Comment by data-ottawa

3 days ago

As a non-US citizen I guess this is the last money I pay to US companies for AI then.

I can't help but wonder if it's now obvious that frontier AI work should not happen in the US.

I can understand the KYC aspect of this, but at the same time, how can anyone trust US based AI after this? Maybe this is a continuation of the Pentagon feud, or it's revenge, or it's a KYC play. Either way, you've got a government willing to shut down companies sales over arbitrary reasons.

Ironically, I mostly have a subscription to Claude for work, which is primarily for US baed companies.

In my experience, US citizens are completely blind to how much stuff like this makes citizens of other countries hate their government (which often, unfortunately, bleeds over to hate for US citizens; not that I condone hating any group of people based on the actions of their state)

The US has spent the last 12ish years betting that they're the only country that matters, but the end of result of that is that somehow when I talk to Australians in my age group the average person has a more positive opinion towards China even than the US.

  • I agree with you that restricting access to Fable is stupid, but I'm in favor of e.g. GPU export controls. It's certainly annoying, but—well, I don't know where you live, but you don't want to make it easier for China and Russia to build weapons they can use attack to attack Taiwan and Ukraine, right?
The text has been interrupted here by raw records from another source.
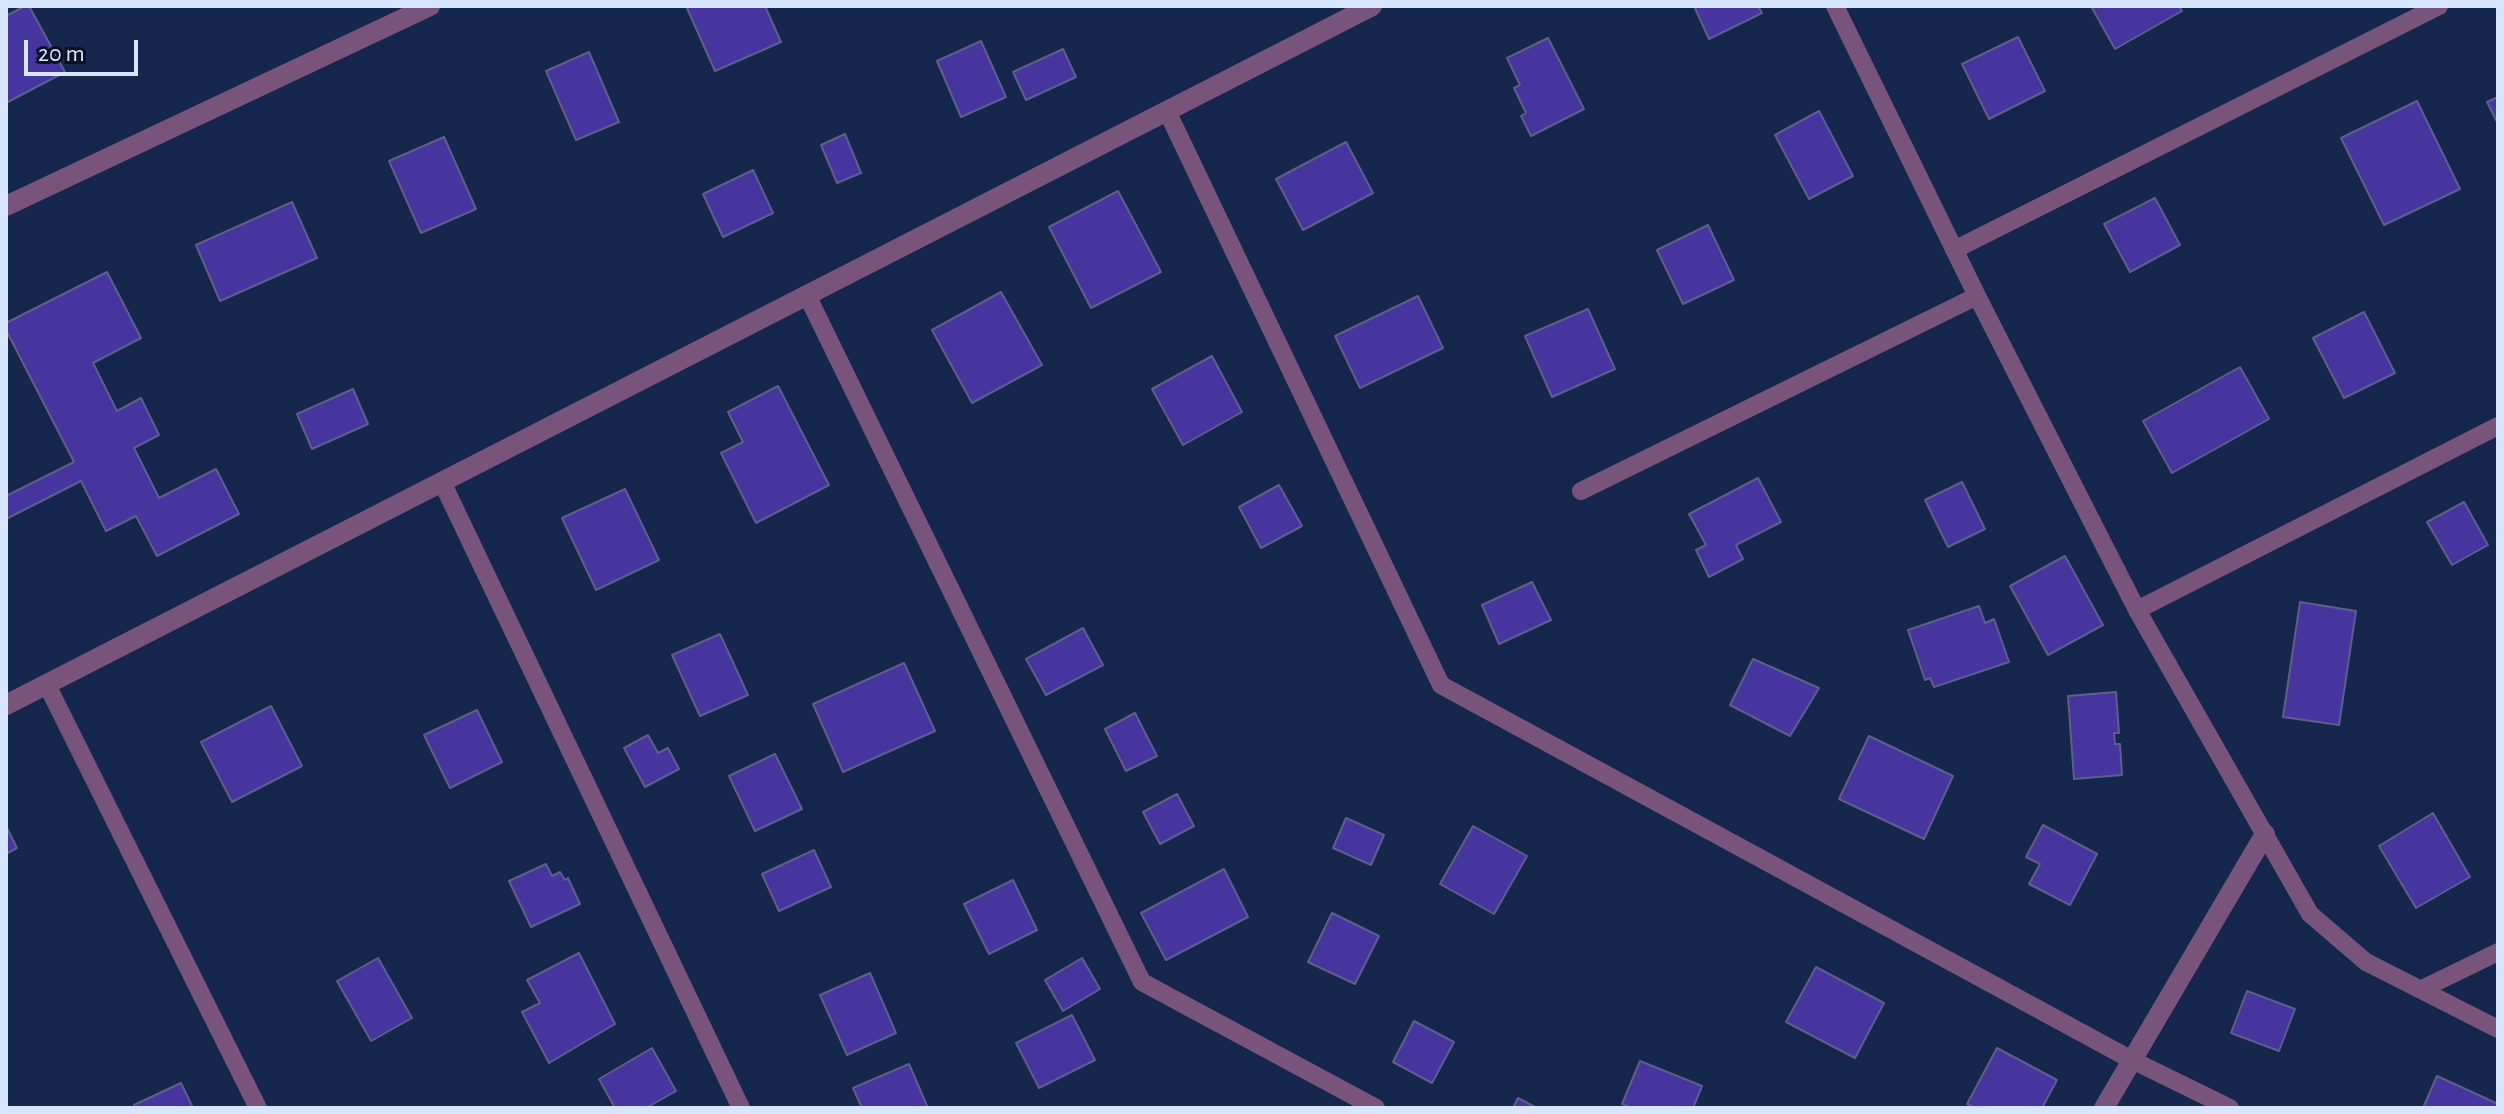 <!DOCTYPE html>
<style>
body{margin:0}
#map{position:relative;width:2504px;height:1114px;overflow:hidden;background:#16274d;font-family:"Alegreya Sans",sans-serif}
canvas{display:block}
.frame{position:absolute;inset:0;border:8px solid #d8e5fe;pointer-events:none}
.scale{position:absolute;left:24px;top:40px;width:114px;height:36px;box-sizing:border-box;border:4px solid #d8e5fe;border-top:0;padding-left:10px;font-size:24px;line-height:28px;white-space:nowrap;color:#d8e5fe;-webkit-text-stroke:6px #091122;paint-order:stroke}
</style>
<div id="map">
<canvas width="2504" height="1114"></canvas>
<div class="frame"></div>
<div class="scale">20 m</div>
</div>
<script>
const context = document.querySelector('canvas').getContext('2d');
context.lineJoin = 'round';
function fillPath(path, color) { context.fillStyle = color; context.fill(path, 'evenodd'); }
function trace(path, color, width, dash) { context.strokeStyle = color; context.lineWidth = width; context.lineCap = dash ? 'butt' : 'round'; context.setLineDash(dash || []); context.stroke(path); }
const building = new Path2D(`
 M25,6h4l36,66 -59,31v-87z
 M686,6h79l16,36 -66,29z
 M1694,6h64l4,7 -53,26z
 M2091,6h88l3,5 -67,38z
 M2018,37l27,54 -56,28 -27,-55z
 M1548,38l36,71 -53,27 -10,-20 5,-3 -12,-25 6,-3 -13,-27z
 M981,41l25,56 -45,20 -24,-56z
 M1063,49l13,28 -50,23 -13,-28z
 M589,52l30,70 -43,18 -30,-69z
 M2498,97v27l-11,-22z
 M2417,101l43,88 -76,36 -43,-87z
 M1819,111l34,65 -44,23 -34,-64z
 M845,134l16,39 -24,10 -16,-38z
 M444,137l32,72 -55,24 -32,-72z
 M1346,142l27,51 -70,37 -27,-51z
 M753,170l20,43 -50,24 -20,-43z
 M1118,191l43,81 -70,36 -42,-81z
 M2155,198l25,47 -50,27 -26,-48z
 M292,202l25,56 -97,43 -24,-56z
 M1708,225l26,55 -51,24 -26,-54z
 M107,272l34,66 -48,25 24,48 24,-13 18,37 -25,13 25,50 57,-29 23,45 -82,42 -21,-40 -30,15 -25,-50 -75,38v-23l68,-34 -68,-132v-7z
 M1001,292l41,73 -70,38 -40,-73z
 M1418,296l25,52 -83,40 -25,-52z
 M1588,309l27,60 -63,28 -27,-61z
 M2364,312l31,61 -51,25 -31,-60z
 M1212,356l30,56 -59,33 -31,-56z
 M2240,367l29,52 -97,54 -29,-52z
 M778,386l51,99 -73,38 -35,-70 22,-11 -15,-30z
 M353,389l15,35 -56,25 -15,-35z
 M1758,478l23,44 -45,23 7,14 -34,18 -13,-27 10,-5 -17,-31z
 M1962,482l23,47 -37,18 -23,-47z
 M1279,485l23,41 -41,22 -22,-41z
 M625,489l34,71 -63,30 -34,-72z
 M2464,502l24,43 -36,20 -25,-43z
 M2065,556l38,69 -55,30 -38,-69z
 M1532,582l19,38 -52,24 -17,-39z
 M2300,602l56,9 -17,114 -56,-8z
 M1979,606l6,17 9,-4 15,43 -75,25 -4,-9 -5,2 -17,-50z
 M1083,628l20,37 -57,30 -20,-36z
 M720,634l28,61 -48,21 -28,-61z
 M1753,659l66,29 -29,48 -60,-31z
 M904,663l31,68 -92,41 -30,-68z
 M2116,692l3,41h-5l1,11h5l2,31 -48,4 -6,-83z
 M271,706l31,60 -70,36 -31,-60z
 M477,710l25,52 -52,26 -26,-53z
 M1135,713l22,43 -31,15 -21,-42z
 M648,735l10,18 10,-5 11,21 -34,18 -21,-39z
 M1869,736l84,40 -29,63 -85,-40z
 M775,754l27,55 -47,22 -26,-55z
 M1177,794l17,32 -34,18 -17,-32z
 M2433,813l37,64 -54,31 -37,-62z
 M1346,818l38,17 -13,30 -38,-17z
 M2043,825l54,29 -27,51 -41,-21 11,-20 -14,-7z
 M6,826l11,22 -11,6z
 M1473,826l54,30 -33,58 -54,-30z
 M814,850l17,37 -52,24 -17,-37z
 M546,864l6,12 8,-4 5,8 3,-2 12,26 -49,23 -22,-46z
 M1224,869l24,48 -82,43 -25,-47z
 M1013,880l24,50 -48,24 -25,-50z
 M1332,913l47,23 -24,48 -47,-22z
 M579,953l36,71 -66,39 -27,-51 18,-9 -13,-23z
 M378,958l34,60 -41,23 -34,-60z
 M1082,958l18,31 -37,22 -18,-31z
 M1816,967l68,36 -29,55 -69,-36z
 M870,973l26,60 -49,22 -27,-60z
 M2247,991l48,18 -16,42 -48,-18z
 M1072,1015l23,45 -56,28 -23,-45z
 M1414,1021l40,21 -22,41 -39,-21z
 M652,1048l24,43 -30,17h-31l-16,-29z
 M1997,1048l60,32 -15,28h-67l-8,-4z
 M1640,1061l62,25 -9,22h-61l-10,-4z
 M909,1064l19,44h-66l-9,-20z
 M2437,1076l61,28v4h-75z
 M181,1083l12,25h-58l-1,-3z
 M1518,1098l17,9 -1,1h-21z`);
const lane = new Path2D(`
 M1835,6l142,290 160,314 173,304 56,48 132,67
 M1167,111l274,574 689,374 100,49
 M1954,250l485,-244
 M807,295l335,687 234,126
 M442,482l299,626
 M1581,491l396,-195
 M2137,610l361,-184
 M47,685l211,423
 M2422,989l76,-37`);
const street = new Path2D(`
 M6,206l424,-200
 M6,705l1366,-699
 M2104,1108l161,-274`);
fillPath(building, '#46359f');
trace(building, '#5e5e8c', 2);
trace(lane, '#78547b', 18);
trace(street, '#78547b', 20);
</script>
    And the nice thing about the GPU restrictions is that even if they don't work completely, just making the hardware more difficult and expensive to access is useful.

  • The default orientation of Americans toward government is already skepticism and distrust. The average person is questioning "why did you ever like the government in the first place?"

  • Is that any surprise? China has been very good about not fucking with other countries even though they absolutely have the capability to.

  • I'm a US citizen and though I don't think you should hate people due to their government, I do think you can attribute some responsibility for the government actions to the people.

    If we live in a democracy, then we are responsible for the actions of our government.

    • You do not live in a democracy or anything close to it. It's a constitutional republic, but the representatives are bought and paid for by people who do not have the public's best interest in mind. I do not accept responsibility for things I not only have no control over whatsoever, are governed and controlled by forces much more powerful than I could ever realistically be, even if I wanted to.

      It's frankly a delusion many americans still hold that they can somehow vote their way out of this situation. I don't know how at all it is salvageable, I think best case for Americans and probably the world is that we slowly lose all relevance until the powers that be get bored and go prey elsewhere.

  • > which often, unfortunately, bleeds over to hate for US citizens

    err... you guys voted for the administration that fucks over the rest of the world. Twice. So tell me, why would you expect the rest of humanity to show any kindness to the populace entirely responsible for what is happening right now?

    • You do know not all of us voted for him, not even a majority. You could argue the non-voters allowed this outcome. Should we discard the whole democracy thing because we don't like a result?

      I lament that there wasn't a stronger candidate running against him, but the Democrats didn't have a primary, and even if they did, I'm an independent and do not vote in primaries ( this has changed in Colorado thankfully). A different, stronger candidate could have likely beaten Trump

      2 replies →

So you're going to use DeepSeek, Qwen, GLM, Kimi and Mistral now? I tried them, and they really fall short of GPT and Claude.

Without access to US models, I'd be limited to asking simple questions in chat interfaces and maybe some grunt work in coding CLIs, but even that the weak models will mess up.

Nothing has reached Opus and GPT5 levels in my personal experience, which also aligns with what the labs themselves admit ("near-frontier").

  • > Nothing has reached Opus and GPT5 levels in my personal experience

    You mean, GPT 5.5 xhigh and Claude Opus 4.8 max? At least the benchmarks / public evals / rankings show some of the new coding models (ex: Qwen 3.7 Max & Mimo v2.5 Pro) are Opus 4.7 & GPT 5.4 level (but 3x to 5x cheaper): https://artificialanalysis.ai/leaderboards/models / https://gertlabs.com/rankings Personally speaking, in the past 1mo or so, I haven't missed GPT 5.4 / Opus 4.7 after moving to Qwen 3.7 / MiMo 2.5 / Kimi 2.6 et al.

    • That is very promising news. I will re-eval them all shortly. And you are suggesting that a higher reasoning budget can make up for weaker per-token performance? That is indeed worth evaluating.

      Comparisons using the vendor-specific effort is apples and oranges. Ideally the evals would use a thinking token cap or something, so we can compare per-token performance. But eval is hard enough as it is.

  • Well I am definitely not using the models that I'm not able to access.

    So now the question is whether the capabilities of other models are worth their far cheaper token prices.

    Plus, are we at all confident Opus or GPT 5.5 aren't about to get shut off?

  • Not all people need the SOTA. Also, many take into consideration speed, token / plan cost and many other factors when choosing a model

  • I have been using DeepSeek at home. I have access to Claude and ChatGPT at work.

    I honestly think that DeepSeek is as good, and sometimes even better, than the competition.